The next year, Kinney’s senior year, McCook posted a mediocre 5-4 record, although Jeff achieved a number of personal triumphs. He rushed for 1050 yards, passed for another 495, and scored a near Big Ten record 117 points----and he was a stalwart on defense. He was named Nebraska All State, and a Prep All American. He was heavily recruited by UCLA, Texas, Tennessee, K-State, and Nebraska. Ass’t. Coach Tom Osborne actively recruited Jeff for NU, but he said that it was a kinship he felt with Head Coach Bob Devaney that convinced him that Nebraska was the school for him. When it was time to sign for his scholarship Devaney came to McCook. Said Jeff, “It was like entertaining the President. I think most Nebraskans felt that way. It wasn’t all that hard to decide that NU was where I wanted to play football.”
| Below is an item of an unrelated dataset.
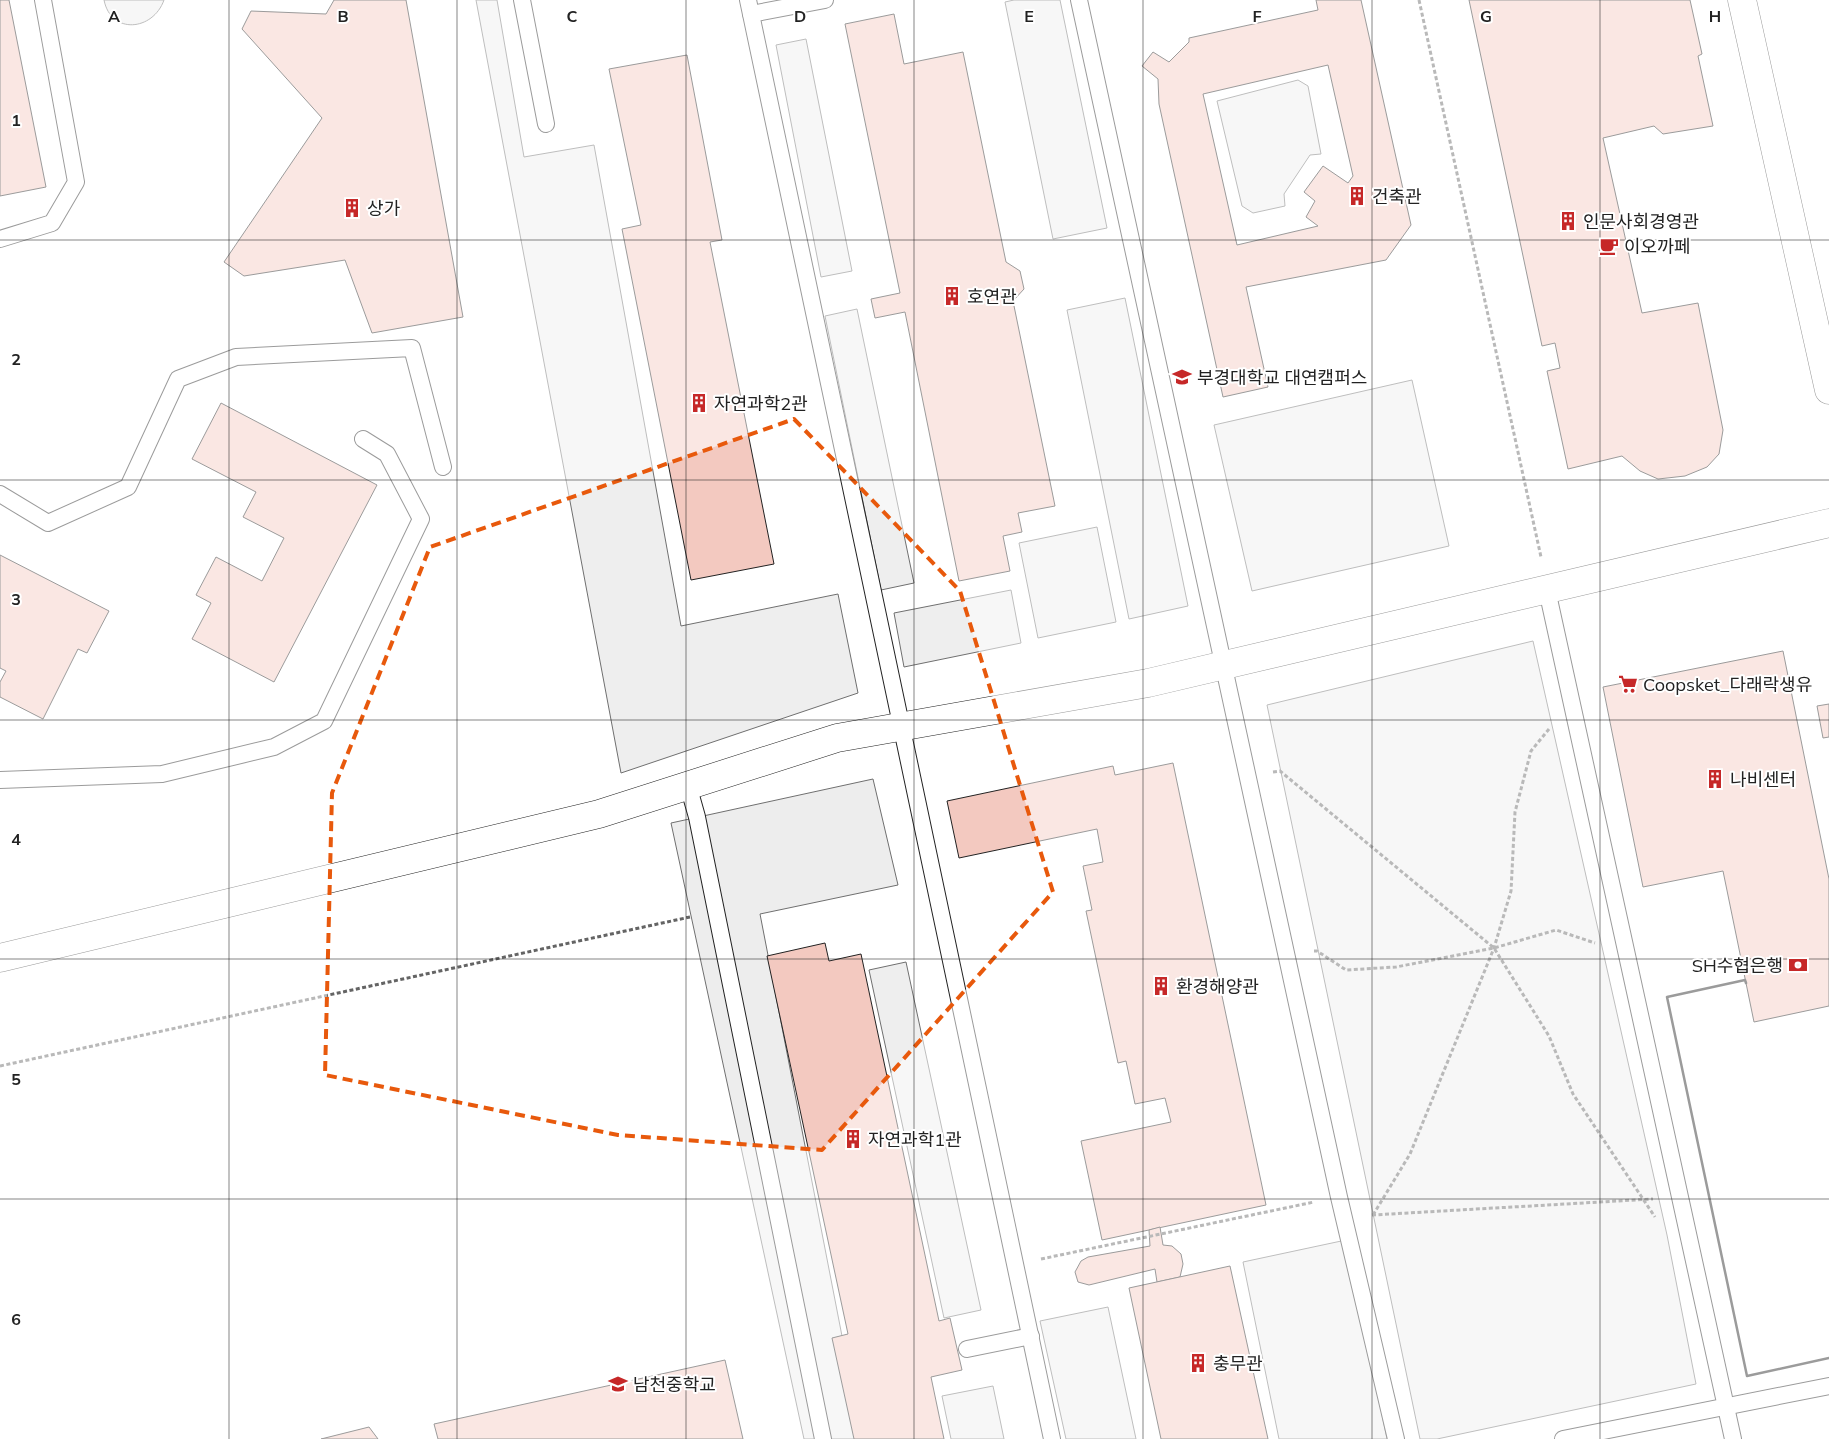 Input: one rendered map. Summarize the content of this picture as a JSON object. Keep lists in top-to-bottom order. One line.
{"places":{"building":["건축관","상가","인문사회경영관","호연관","자연과학2관","나비센터","환경해양관","자연과학1관","충무관"],"cafe":["이오까페"],"school or university":["부경대학교 대연캠퍼스","남천중학교"],"supermarket":["Coopsket_다래락생유"],"bank":["SH수협은행"]},"grid":{"columns":["A","B","C","D","E","F","G","H"],"rows":["1","2","3","4","5","6"]}}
With quarterbacks like Tagge and Brownson on the NU squad, Kinney quickly moved to running back. From that position he proceeded to rewrite the NU record books. As a freshman (when schools still fielded freshman teams) he established records for most touchdowns, most points scored, and most passes caught. By the time he graduated he had established a school varsity record for most touchdowns, and had garnered All American honors. From the McCook Gazette, “…Besides his trademarks---rugged, blasting power, speed to get outside, good hands and receiver’s moves---Kinney displays an intangible with the Huskers: Team Spirit”.

Nowhere was this spirit displayed more than in the 1971 NU vs OK “Game of the Century”, really the game that decided the National Championship. From the Des Moines

Register, (headline) KINNEY KEEPS NEBRASKA ON TOP. From Maury White’s story, “College football’s latest version of ‘The Shootout at OK Corral’ had just ended and there stood Nebraska halfback Jeff Kinney, face smudged, jersey is shreds, looking every inch the loser.
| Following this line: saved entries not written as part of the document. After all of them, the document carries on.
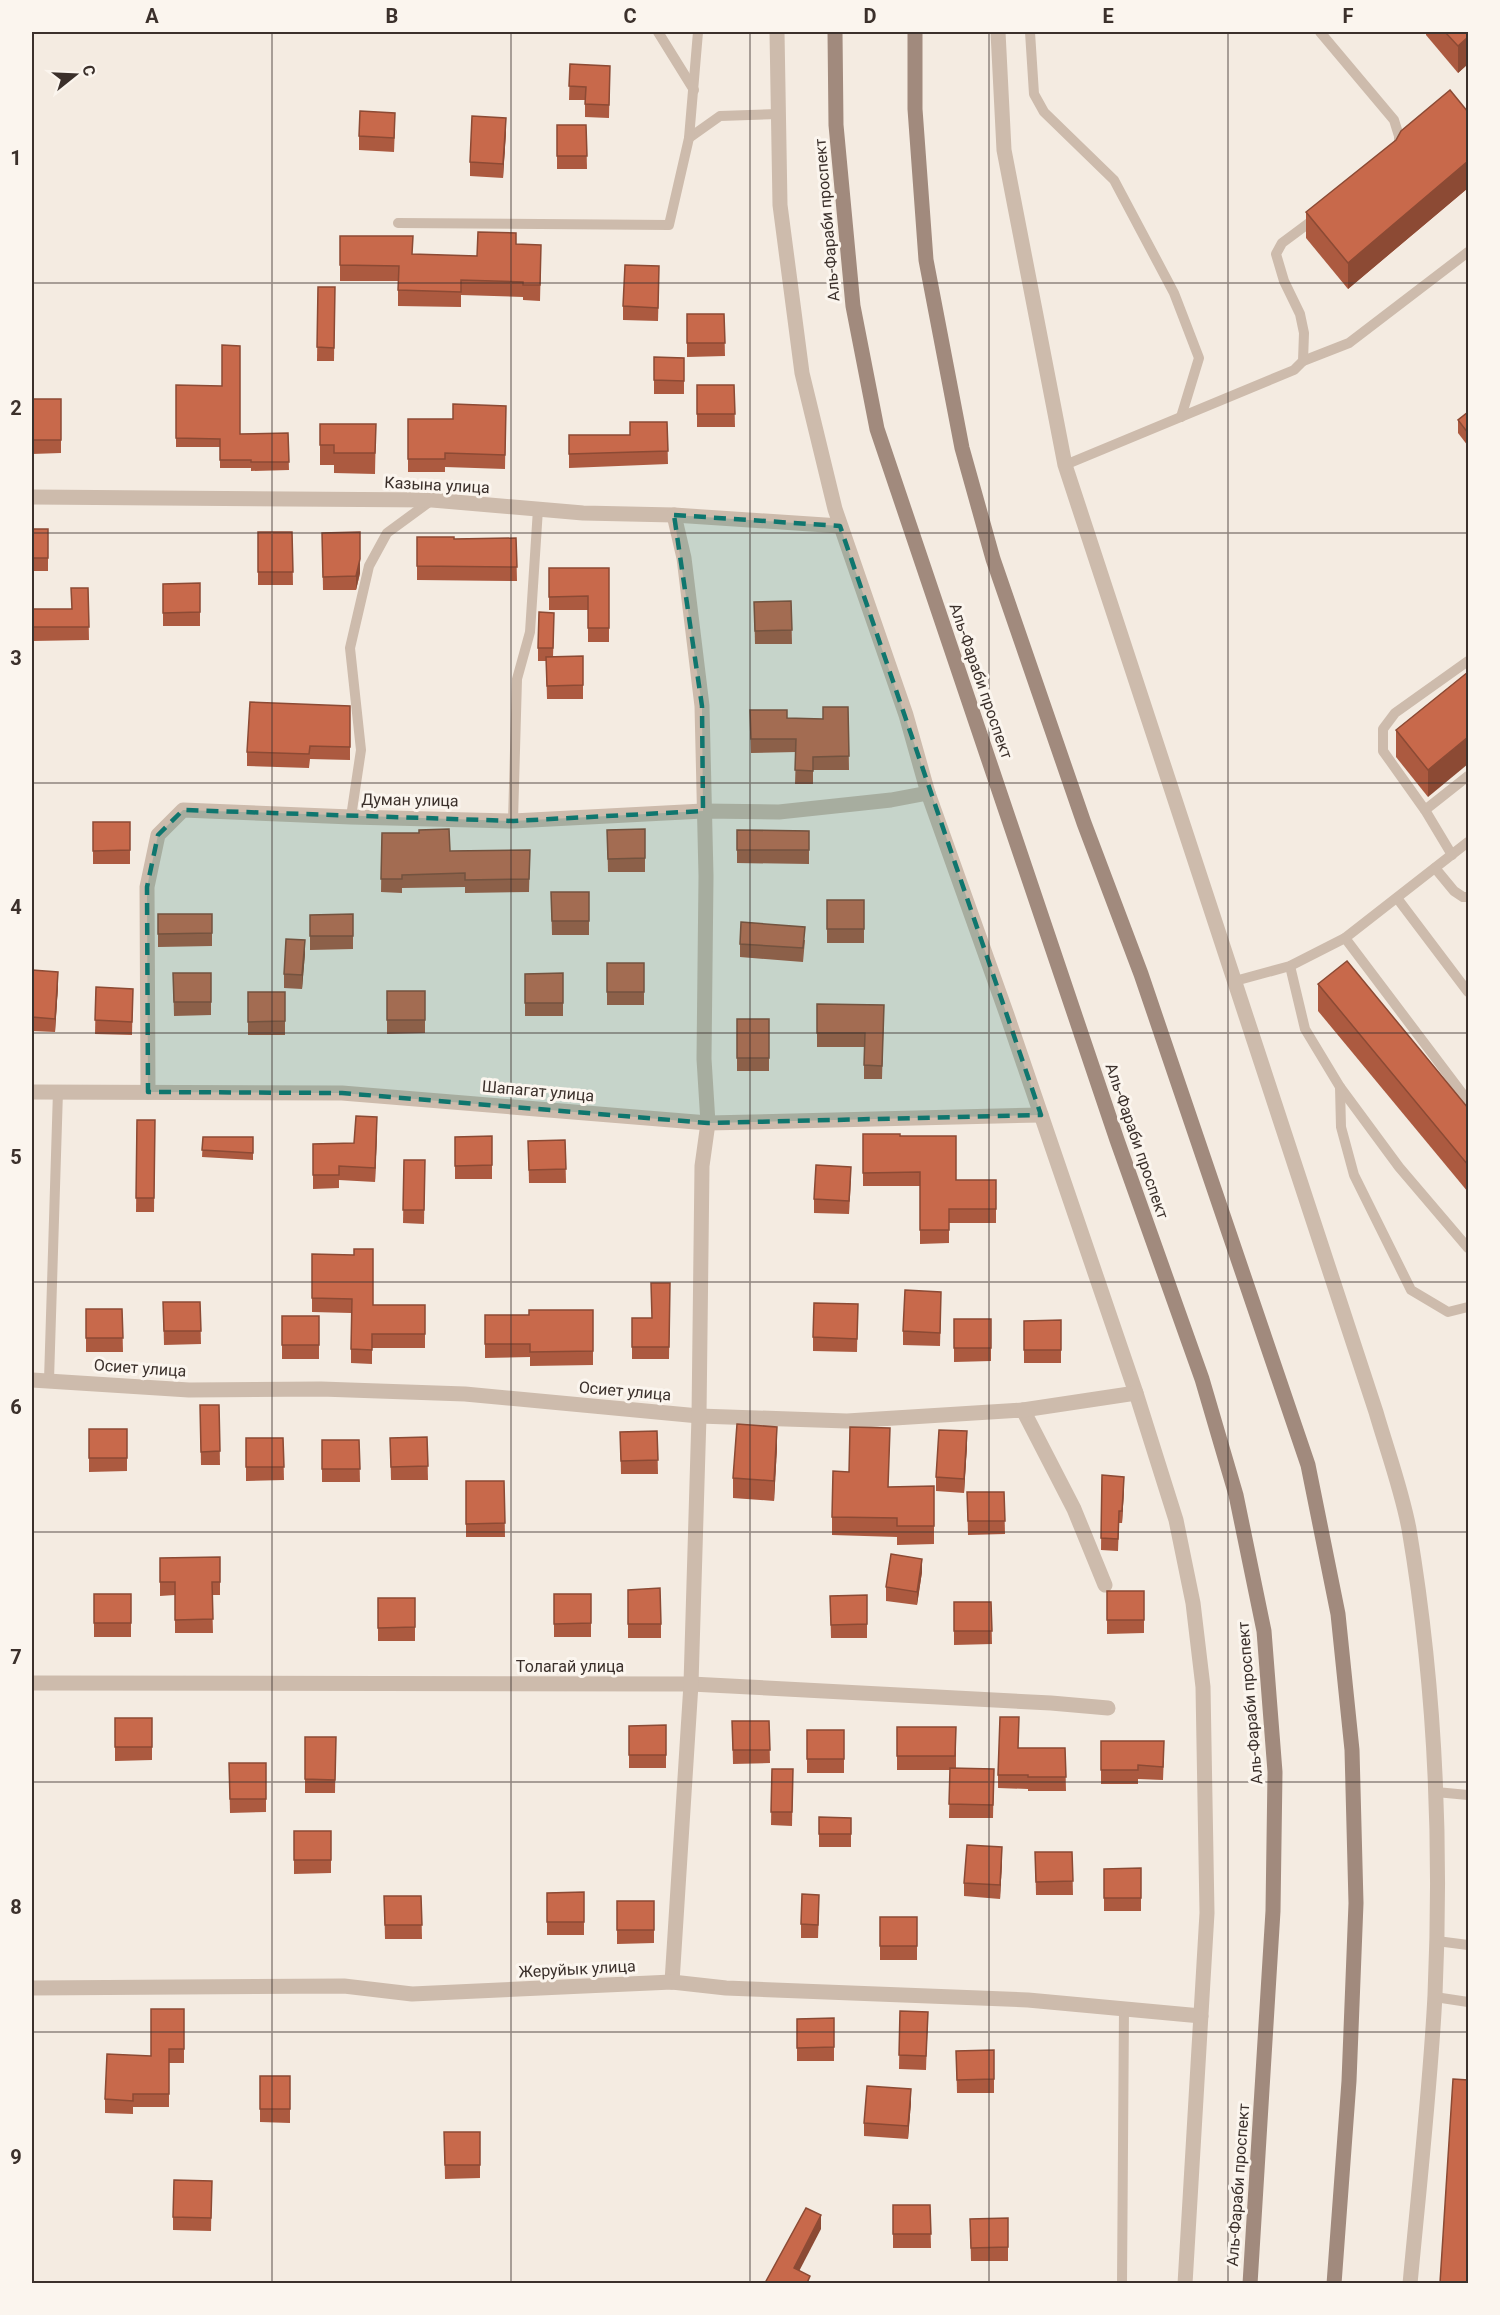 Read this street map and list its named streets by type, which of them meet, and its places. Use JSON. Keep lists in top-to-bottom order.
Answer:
{
  "streets": {
    "street": [
      "Аль-Фараби проспект",
      "Казына улица",
      "Думан улица",
      "Шапагат улица",
      "Осиет улица",
      "Толагай улица",
      "Жеруйык улица"
    ]
  },
  "crossings": [
    ["Думан улица", "Шапагат улица"]
  ],
  "north": "right",
  "grid": {
    "columns": [
      "A",
      "B",
      "C",
      "D",
      "E",
      "F"
    ],
    "rows": [
      "1",
      "2",
      "3",
      "4",
      "5",
      "6",
      "7",
      "8",
      "9"
    ]
  }
}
“Nothing could have been farther from the truth. The sturdy I-back senior from McCook, NE, had scored four touchdowns, all short jabs, as the #1 Huskers outscored and out-thrilled the #2 Sooners 35-21…It’s hard to imagine one player giving a larger contribution to that winning drive than Kinney. The barging bull carried the ball on 5 of the last 6 plays, picking up 28 yards, including the final two to paydirt.” For the game Kinney carried the ball 30 times for 171 yards.

In talking of the game to a Washington Star reporter, Kinney stated, “This was the most important game of my career, and I was determined not to lose it. I made up my mind that I was going to run harder and faster than I ever have in my life. I think I did, too.”

After his senior season, besides being named All America, and Academic All America, Kinney was awarded three prestigious NU awards, The Tom Novak Trophy, and the Guy Chamberlin Trophy, and The Black and White Friendship Award. He was chosen to play in the Coaches All-America Bowl game. The Kansas City Chiefs chose Jeff Kinney, as the 23rd player in the ‘72 draft. Said KC Coach, Hank Stram, “He’s the one we were seeking … He has the size, speed and strength we’re looking for in our running backs … He’s a winner!” And as long as Stram was at the helm Jeff played a part in the Chief’s plans. By his second year with the team he was starting in games as a running back and recording 100 yard rushing games. Unfortunately, in Jeff’s third year Stram was fired, and Kinney became expendable.

Lou Saban, the Coach of the Buffalo Bills, picked up Kinney’s contract for the 1975 season. In Buffalo his duties consisted mostly of blocking for O.J. Simpson, though he did manage to have a couple of 100 yard plus rushing games on his own, even outshining the Superstar on at least one occasion. However, the 1975 season, his 5th in the NFL, was Kinney’s last in Pro football. His association with football was his continuing activity in the Fellowship of Christian Athletes, for which group he has spoken at events throughout the country.

In 1981 Kinney (always identified as “Jeff Kinney, from McCook”) was elected to the Nebraska Football Hall of Fame, joining an elite group of football notables who have done so much to shape the Husker legend over so many magical autumn afternoons.